◆ **Problem**:
Look through the records below for the line with "position:absolute; inset:0; border:62px". Return that line and each one after it up to and including the line with "M633 137 701 177 692 192 624 152Z", exactly.

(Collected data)
○ ○ ○ ○ ○

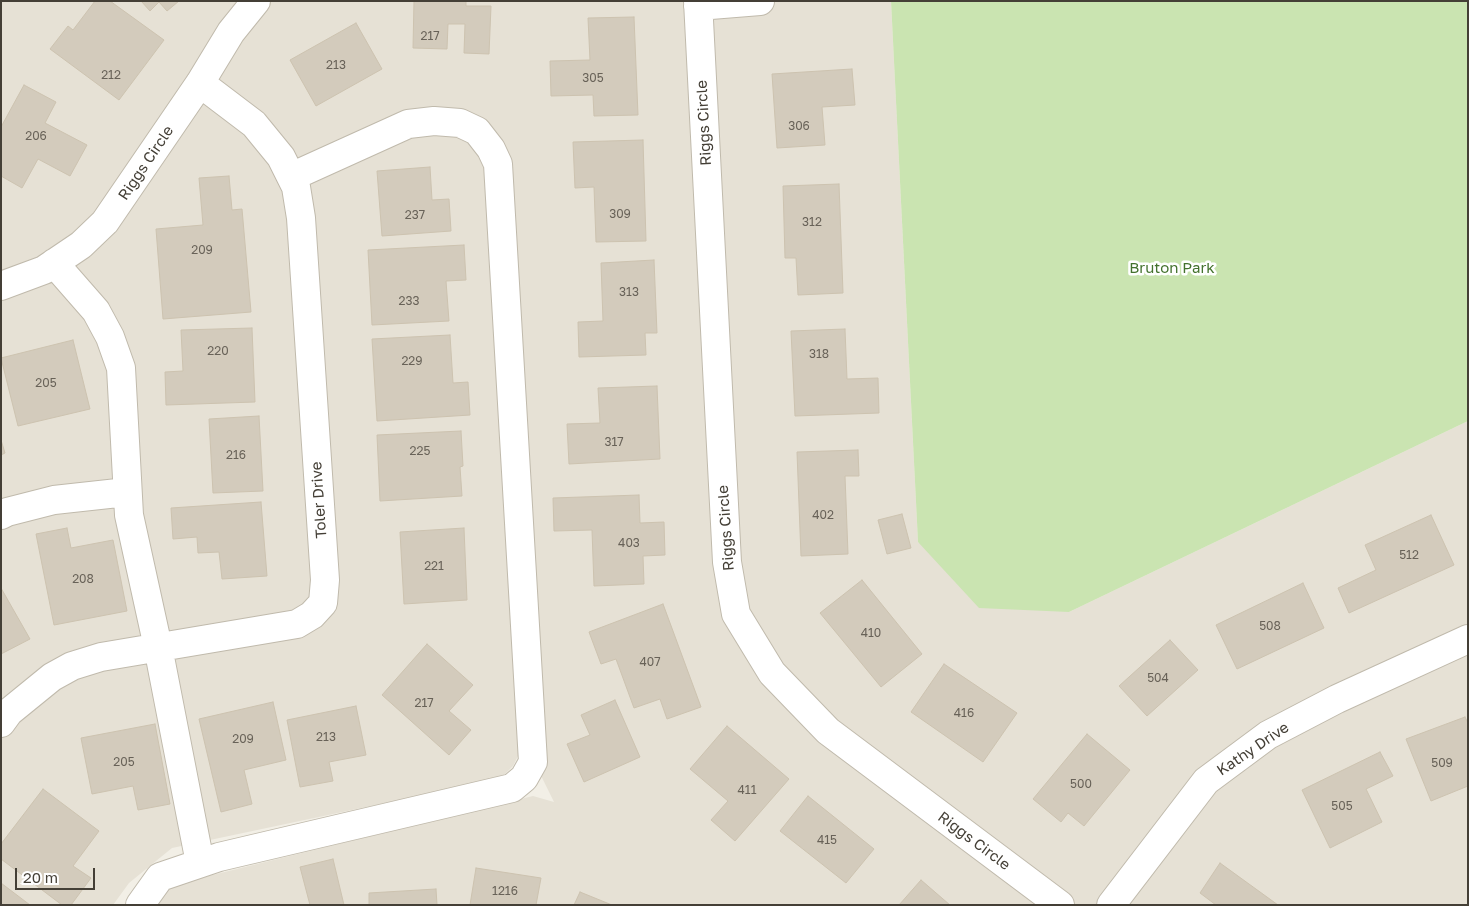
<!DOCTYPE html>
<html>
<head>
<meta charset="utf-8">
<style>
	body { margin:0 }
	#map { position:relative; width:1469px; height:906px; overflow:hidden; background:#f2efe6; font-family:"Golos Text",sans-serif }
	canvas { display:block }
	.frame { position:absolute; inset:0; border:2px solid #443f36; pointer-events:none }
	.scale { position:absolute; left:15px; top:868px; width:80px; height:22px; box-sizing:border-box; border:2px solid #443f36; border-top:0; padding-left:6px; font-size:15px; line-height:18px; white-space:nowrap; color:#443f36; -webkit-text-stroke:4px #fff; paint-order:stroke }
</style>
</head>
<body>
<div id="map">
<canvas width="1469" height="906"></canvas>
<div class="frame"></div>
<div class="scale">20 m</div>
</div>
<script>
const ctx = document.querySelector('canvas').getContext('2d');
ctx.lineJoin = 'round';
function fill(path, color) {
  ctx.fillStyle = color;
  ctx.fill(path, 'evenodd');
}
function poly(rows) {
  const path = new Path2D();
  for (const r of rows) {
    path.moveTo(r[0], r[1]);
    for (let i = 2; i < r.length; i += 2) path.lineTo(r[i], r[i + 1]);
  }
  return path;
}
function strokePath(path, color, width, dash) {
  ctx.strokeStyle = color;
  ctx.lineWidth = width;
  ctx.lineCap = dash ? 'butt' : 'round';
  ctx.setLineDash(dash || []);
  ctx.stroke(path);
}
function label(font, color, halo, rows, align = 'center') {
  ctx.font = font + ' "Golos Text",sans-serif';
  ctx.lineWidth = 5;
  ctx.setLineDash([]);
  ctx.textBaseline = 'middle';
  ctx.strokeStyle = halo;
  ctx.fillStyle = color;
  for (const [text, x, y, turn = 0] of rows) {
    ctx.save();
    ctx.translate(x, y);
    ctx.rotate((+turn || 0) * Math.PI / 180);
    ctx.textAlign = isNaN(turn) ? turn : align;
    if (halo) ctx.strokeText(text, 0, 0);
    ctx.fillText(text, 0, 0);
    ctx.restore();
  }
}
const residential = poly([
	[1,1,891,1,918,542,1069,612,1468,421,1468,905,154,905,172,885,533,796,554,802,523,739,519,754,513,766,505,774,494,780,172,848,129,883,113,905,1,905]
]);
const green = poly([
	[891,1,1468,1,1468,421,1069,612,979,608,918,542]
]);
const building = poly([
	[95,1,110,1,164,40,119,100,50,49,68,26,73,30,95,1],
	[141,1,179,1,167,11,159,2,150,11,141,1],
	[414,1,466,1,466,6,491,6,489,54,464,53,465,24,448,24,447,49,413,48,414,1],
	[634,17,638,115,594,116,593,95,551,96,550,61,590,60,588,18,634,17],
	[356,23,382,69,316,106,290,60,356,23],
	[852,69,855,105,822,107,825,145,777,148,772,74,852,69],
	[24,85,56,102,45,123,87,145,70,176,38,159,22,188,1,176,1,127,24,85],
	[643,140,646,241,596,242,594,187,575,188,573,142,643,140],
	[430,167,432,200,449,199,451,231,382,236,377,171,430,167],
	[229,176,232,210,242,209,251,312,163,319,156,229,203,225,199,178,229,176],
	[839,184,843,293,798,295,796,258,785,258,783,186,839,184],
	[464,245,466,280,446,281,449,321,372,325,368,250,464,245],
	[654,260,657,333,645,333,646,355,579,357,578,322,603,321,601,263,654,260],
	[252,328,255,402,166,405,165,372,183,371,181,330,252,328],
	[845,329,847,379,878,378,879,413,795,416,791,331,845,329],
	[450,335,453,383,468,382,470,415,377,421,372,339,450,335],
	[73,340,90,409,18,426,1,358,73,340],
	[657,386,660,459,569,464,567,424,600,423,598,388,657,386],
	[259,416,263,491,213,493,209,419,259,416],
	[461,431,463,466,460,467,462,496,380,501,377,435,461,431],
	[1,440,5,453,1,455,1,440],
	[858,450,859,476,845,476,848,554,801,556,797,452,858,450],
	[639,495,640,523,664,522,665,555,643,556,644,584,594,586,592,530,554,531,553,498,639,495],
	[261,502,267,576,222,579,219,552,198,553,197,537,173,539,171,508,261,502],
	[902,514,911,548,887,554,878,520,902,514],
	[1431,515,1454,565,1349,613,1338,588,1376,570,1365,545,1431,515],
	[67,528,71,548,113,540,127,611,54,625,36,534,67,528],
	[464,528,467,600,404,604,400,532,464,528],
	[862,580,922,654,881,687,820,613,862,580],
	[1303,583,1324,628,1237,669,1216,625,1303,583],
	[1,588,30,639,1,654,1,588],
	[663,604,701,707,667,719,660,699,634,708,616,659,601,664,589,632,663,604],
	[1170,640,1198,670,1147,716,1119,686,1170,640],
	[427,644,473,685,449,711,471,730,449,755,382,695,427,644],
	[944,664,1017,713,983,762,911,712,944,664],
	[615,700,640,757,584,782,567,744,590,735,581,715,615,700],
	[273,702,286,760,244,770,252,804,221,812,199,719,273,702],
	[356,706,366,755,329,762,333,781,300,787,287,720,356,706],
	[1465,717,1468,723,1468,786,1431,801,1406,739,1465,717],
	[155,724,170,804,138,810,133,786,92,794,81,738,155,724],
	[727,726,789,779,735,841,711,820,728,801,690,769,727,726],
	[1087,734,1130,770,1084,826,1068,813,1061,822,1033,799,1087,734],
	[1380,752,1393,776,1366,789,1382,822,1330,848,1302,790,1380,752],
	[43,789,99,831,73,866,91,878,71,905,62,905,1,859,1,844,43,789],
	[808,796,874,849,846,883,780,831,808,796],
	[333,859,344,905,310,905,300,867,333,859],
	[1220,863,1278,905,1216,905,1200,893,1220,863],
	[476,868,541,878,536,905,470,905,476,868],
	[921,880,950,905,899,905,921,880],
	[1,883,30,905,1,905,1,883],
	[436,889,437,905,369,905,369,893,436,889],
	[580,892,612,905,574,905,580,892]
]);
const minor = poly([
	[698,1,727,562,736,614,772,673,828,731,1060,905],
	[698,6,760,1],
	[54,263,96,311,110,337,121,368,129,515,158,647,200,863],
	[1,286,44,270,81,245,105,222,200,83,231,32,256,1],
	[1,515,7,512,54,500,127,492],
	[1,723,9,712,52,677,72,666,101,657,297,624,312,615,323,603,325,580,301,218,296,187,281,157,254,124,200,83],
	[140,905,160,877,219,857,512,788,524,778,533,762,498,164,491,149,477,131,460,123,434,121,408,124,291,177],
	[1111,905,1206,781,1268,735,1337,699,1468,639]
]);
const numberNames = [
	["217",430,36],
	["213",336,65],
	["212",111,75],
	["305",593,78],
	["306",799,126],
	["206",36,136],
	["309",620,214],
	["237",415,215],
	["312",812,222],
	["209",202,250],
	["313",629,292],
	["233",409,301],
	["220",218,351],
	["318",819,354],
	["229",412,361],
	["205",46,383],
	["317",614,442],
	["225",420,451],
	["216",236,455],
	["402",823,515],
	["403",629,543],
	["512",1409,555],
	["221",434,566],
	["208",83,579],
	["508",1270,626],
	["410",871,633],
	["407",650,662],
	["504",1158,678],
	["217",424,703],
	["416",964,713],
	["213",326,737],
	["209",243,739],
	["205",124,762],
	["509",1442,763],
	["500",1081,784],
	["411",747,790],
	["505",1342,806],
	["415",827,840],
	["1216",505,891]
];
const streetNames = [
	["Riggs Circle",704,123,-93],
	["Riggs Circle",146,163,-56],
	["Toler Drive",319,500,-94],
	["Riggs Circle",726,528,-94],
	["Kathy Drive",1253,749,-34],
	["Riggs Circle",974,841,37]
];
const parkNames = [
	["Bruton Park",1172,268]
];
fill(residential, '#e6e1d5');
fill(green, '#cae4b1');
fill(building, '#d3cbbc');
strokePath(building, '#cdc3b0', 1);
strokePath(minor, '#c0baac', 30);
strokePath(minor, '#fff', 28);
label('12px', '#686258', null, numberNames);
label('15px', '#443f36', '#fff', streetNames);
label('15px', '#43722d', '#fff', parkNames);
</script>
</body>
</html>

○ ○ ○ ○ ○

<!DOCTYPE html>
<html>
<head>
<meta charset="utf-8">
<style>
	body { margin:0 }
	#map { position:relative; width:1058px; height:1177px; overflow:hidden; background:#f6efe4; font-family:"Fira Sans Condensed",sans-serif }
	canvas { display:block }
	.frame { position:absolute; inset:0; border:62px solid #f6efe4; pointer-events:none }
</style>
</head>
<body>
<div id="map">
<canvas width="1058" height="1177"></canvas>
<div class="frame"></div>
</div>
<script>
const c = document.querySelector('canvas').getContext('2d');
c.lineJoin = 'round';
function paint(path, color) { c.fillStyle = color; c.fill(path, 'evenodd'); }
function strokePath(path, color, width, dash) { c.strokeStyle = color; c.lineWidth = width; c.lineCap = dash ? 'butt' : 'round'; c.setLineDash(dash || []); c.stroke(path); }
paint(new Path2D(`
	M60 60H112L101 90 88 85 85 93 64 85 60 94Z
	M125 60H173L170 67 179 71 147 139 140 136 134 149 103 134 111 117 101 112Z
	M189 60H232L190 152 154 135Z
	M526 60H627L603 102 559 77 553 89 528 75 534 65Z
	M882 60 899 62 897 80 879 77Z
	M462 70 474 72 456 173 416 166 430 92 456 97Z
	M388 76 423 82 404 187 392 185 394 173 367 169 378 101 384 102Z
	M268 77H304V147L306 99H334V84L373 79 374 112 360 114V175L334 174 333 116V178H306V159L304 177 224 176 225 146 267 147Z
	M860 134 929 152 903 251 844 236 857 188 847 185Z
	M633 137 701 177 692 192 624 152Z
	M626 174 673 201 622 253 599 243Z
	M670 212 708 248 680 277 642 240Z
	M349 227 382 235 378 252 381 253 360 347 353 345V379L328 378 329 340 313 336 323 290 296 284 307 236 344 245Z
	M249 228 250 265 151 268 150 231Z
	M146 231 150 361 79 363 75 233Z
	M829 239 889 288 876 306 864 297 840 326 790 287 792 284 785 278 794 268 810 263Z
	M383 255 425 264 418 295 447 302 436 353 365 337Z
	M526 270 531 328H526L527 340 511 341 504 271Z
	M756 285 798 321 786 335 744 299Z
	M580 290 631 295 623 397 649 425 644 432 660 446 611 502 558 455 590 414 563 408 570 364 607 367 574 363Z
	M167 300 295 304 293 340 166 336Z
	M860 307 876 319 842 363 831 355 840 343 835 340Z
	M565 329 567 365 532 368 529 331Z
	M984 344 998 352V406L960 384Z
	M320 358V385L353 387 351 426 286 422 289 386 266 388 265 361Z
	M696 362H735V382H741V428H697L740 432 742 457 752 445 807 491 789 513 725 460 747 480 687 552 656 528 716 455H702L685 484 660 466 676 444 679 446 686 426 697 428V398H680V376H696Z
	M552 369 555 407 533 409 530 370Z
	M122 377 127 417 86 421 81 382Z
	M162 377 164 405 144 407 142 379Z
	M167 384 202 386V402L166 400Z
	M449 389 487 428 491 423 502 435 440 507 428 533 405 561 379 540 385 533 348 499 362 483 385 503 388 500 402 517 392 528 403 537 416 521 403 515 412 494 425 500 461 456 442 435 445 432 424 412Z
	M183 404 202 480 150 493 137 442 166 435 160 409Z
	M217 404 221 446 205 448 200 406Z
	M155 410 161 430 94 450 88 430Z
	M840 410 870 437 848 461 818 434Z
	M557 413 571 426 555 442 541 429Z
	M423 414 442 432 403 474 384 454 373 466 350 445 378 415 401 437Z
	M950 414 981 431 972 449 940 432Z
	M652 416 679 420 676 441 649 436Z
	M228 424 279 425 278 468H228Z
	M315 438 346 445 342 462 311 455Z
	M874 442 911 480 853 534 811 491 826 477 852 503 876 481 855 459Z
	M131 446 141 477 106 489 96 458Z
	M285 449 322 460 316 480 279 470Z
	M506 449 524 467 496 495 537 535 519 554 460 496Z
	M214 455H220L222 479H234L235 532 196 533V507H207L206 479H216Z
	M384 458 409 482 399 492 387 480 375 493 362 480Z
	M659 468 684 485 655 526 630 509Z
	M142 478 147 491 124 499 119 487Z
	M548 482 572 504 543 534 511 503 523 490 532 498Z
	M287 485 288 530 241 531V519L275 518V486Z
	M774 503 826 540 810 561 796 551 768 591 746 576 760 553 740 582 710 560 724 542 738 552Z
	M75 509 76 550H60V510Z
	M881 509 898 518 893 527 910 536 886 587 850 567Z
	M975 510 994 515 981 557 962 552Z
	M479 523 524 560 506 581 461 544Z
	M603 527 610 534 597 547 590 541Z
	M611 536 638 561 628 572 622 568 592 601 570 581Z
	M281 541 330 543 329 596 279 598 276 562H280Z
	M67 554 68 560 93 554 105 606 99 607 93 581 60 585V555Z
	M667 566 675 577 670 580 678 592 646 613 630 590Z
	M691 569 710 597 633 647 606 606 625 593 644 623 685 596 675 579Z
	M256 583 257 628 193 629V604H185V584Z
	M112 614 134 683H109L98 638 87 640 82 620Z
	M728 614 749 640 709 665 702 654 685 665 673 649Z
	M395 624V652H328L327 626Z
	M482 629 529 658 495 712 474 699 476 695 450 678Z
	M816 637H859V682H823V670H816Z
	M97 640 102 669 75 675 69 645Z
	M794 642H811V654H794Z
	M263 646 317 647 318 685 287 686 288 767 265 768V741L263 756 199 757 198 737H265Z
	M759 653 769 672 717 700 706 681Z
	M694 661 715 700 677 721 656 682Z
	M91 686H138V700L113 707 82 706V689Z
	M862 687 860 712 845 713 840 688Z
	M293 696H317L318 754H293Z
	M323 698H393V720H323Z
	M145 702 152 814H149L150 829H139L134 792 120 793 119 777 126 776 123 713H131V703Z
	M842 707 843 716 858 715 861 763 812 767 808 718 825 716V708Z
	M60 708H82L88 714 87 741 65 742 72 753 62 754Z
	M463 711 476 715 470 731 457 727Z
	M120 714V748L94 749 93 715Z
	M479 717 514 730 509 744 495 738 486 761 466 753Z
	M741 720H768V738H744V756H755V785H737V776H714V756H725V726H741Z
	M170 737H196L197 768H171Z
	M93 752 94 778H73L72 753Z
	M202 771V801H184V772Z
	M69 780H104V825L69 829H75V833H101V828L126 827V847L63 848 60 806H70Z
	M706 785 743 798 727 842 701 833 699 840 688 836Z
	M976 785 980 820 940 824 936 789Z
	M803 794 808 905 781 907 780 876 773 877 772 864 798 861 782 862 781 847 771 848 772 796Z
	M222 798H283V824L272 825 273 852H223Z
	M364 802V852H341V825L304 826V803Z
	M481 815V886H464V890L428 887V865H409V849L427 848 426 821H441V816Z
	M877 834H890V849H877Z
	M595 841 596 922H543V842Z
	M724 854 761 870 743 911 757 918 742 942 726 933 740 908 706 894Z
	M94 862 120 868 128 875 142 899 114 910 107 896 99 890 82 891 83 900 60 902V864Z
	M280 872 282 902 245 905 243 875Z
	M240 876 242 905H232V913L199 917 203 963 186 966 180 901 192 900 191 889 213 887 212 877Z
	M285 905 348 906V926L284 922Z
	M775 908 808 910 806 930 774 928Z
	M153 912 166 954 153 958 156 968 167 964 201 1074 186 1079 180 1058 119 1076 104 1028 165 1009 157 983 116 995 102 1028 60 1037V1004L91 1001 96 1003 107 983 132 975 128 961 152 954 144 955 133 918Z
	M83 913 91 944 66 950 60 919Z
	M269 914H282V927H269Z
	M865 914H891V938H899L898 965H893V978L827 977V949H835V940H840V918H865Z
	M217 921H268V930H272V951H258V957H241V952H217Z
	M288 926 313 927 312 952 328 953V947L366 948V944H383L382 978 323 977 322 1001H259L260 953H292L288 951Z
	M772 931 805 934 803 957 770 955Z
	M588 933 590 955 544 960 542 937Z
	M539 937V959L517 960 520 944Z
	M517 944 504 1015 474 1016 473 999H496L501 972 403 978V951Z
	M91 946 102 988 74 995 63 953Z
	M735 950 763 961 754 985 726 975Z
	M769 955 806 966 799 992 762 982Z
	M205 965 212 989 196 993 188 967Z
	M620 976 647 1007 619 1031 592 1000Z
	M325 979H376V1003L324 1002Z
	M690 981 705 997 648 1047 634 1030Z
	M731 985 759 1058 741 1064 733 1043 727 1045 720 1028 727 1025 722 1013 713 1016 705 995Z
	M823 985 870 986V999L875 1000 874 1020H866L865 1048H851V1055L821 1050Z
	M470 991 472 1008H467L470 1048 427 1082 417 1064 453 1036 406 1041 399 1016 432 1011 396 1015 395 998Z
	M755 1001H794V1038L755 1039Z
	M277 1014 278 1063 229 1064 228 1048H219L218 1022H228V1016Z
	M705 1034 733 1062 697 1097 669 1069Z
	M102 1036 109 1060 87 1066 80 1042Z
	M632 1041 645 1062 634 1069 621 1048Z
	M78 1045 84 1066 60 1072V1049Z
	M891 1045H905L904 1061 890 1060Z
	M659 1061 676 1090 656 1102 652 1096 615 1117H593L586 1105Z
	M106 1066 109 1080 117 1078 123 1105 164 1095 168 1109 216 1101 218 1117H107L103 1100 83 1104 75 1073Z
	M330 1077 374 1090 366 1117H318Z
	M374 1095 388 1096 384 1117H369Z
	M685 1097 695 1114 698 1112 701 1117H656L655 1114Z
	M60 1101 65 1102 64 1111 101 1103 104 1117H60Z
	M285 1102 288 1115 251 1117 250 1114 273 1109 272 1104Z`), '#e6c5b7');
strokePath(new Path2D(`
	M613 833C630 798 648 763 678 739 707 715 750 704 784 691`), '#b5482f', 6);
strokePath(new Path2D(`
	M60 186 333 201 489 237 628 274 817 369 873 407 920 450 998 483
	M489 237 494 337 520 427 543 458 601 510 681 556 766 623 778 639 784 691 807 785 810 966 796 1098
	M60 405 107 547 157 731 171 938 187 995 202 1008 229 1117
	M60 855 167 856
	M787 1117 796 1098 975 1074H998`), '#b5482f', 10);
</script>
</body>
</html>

○ ○ ○ ○ ○

◆ **Answer section**:
	.frame { position:absolute; inset:0; border:62px solid #f6efe4; pointer-events:none }
</style>
</head>
<body>
<div id="map">
<canvas width="1058" height="1177"></canvas>
<div class="frame"></div>
</div>
<script>
const c = document.querySelector('canvas').getContext('2d');
c.lineJoin = 'round';
function paint(path, color) { c.fillStyle = color; c.fill(path, 'evenodd'); }
function strokePath(path, color, width, dash) { c.strokeStyle = color; c.lineWidth = width; c.lineCap = dash ? 'butt' : 'round'; c.setLineDash(dash || []); c.stroke(path); }
paint(new Path2D(`
	M60 60H112L101 90 88 85 85 93 64 85 60 94Z
	M125 60H173L170 67 179 71 147 139 140 136 134 149 103 134 111 117 101 112Z
	M189 60H232L190 152 154 135Z
	M526 60H627L603 102 559 77 553 89 528 75 534 65Z
	M882 60 899 62 897 80 879 77Z
	M462 70 474 72 456 173 416 166 430 92 456 97Z
	M388 76 423 82 404 187 392 185 394 173 367 169 378 101 384 102Z
	M268 77H304V147L306 99H334V84L373 79 374 112 360 114V175L334 174 333 116V178H306V159L304 177 224 176 225 146 267 147Z
	M860 134 929 152 903 251 844 236 857 188 847 185Z
	M633 137 701 177 692 192 624 152Z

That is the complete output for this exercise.